/---

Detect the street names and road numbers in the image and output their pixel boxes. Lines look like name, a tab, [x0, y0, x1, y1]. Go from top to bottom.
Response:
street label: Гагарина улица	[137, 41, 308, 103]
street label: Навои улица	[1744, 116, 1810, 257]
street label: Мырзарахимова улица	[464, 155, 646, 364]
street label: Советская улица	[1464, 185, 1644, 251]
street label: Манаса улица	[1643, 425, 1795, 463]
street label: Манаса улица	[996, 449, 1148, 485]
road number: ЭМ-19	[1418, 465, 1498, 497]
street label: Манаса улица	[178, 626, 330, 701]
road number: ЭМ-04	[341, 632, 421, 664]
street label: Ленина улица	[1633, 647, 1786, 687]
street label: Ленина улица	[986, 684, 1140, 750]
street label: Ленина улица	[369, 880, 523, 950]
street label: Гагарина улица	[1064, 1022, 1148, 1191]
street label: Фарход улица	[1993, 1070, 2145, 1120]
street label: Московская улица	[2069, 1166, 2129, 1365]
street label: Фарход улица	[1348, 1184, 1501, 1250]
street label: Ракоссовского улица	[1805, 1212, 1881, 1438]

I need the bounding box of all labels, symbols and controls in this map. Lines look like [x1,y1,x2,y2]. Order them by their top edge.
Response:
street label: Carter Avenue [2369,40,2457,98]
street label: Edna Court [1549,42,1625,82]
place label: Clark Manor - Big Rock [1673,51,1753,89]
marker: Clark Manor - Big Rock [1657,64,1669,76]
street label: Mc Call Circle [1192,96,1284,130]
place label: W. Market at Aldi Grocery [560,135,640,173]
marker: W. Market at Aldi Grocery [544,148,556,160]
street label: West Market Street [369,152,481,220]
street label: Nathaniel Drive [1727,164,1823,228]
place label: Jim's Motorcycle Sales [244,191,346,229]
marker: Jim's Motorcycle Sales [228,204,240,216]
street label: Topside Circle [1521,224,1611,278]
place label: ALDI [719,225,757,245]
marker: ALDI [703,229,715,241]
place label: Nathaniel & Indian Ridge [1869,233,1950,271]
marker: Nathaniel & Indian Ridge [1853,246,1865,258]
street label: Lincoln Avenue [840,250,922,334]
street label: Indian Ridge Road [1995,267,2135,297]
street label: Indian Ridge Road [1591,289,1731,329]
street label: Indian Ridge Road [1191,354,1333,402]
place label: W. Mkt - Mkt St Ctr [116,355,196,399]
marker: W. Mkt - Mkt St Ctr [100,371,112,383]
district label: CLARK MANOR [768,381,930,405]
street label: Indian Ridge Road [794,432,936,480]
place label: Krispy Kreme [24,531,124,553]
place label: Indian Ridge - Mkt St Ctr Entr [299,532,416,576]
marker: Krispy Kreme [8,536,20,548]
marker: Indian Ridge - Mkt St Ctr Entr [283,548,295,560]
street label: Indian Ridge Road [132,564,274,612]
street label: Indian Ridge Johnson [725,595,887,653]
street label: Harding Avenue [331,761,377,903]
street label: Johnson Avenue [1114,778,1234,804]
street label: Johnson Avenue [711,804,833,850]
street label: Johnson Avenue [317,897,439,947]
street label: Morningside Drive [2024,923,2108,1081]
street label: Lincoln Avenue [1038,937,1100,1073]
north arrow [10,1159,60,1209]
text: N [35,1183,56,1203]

\---

■ **Exercise**
Start at the first line and transcribe the data exactly through the last.

■ **Task output**
Detect the street names and road numbers in the image and output their pixel boxes. Lines look like name, a tab, [x0, y0, x1, y1]. Go from top to bottom.
Response:
street label: Гагарина улица	[137, 41, 308, 103]
street label: Навои улица	[1744, 116, 1810, 257]
street label: Мырзарахимова улица	[464, 155, 646, 364]
street label: Советская улица	[1464, 185, 1644, 251]
street label: Манаса улица	[1643, 425, 1795, 463]
street label: Манаса улица	[996, 449, 1148, 485]
road number: ЭМ-19	[1418, 465, 1498, 497]
street label: Манаса улица	[178, 626, 330, 701]
road number: ЭМ-04	[341, 632, 421, 664]
street label: Ленина улица	[1633, 647, 1786, 687]
street label: Ленина улица	[986, 684, 1140, 750]
street label: Ленина улица	[369, 880, 523, 950]
street label: Гагарина улица	[1064, 1022, 1148, 1191]
street label: Фарход улица	[1993, 1070, 2145, 1120]
street label: Московская улица	[2069, 1166, 2129, 1365]
street label: Фарход улица	[1348, 1184, 1501, 1250]
street label: Ракоссовского улица	[1805, 1212, 1881, 1438]

I need the bounding box of all labels, symbols and controls in this map. Lines look like [x1,y1,x2,y2]. Order them by their top edge.
Response:
street label: Carter Avenue [2369,40,2457,98]
street label: Edna Court [1549,42,1625,82]
place label: Clark Manor - Big Rock [1673,51,1753,89]
marker: Clark Manor - Big Rock [1657,64,1669,76]
street label: Mc Call Circle [1192,96,1284,130]
place label: W. Market at Aldi Grocery [560,135,640,173]
marker: W. Market at Aldi Grocery [544,148,556,160]
street label: West Market Street [369,152,481,220]
street label: Nathaniel Drive [1727,164,1823,228]
place label: Jim's Motorcycle Sales [244,191,346,229]
marker: Jim's Motorcycle Sales [228,204,240,216]
street label: Topside Circle [1521,224,1611,278]
place label: ALDI [719,225,757,245]
marker: ALDI [703,229,715,241]
place label: Nathaniel & Indian Ridge [1869,233,1950,271]
marker: Nathaniel & Indian Ridge [1853,246,1865,258]
street label: Lincoln Avenue [840,250,922,334]
street label: Indian Ridge Road [1995,267,2135,297]
street label: Indian Ridge Road [1591,289,1731,329]
street label: Indian Ridge Road [1191,354,1333,402]
place label: W. Mkt - Mkt St Ctr [116,355,196,399]
marker: W. Mkt - Mkt St Ctr [100,371,112,383]
district label: CLARK MANOR [768,381,930,405]
street label: Indian Ridge Road [794,432,936,480]
place label: Krispy Kreme [24,531,124,553]
place label: Indian Ridge - Mkt St Ctr Entr [299,532,416,576]
marker: Krispy Kreme [8,536,20,548]
marker: Indian Ridge - Mkt St Ctr Entr [283,548,295,560]
street label: Indian Ridge Road [132,564,274,612]
street label: Indian Ridge Johnson [725,595,887,653]
street label: Harding Avenue [331,761,377,903]
street label: Johnson Avenue [1114,778,1234,804]
street label: Johnson Avenue [711,804,833,850]
street label: Johnson Avenue [317,897,439,947]
street label: Morningside Drive [2024,923,2108,1081]
street label: Lincoln Avenue [1038,937,1100,1073]
north arrow [10,1159,60,1209]
text: N [35,1183,56,1203]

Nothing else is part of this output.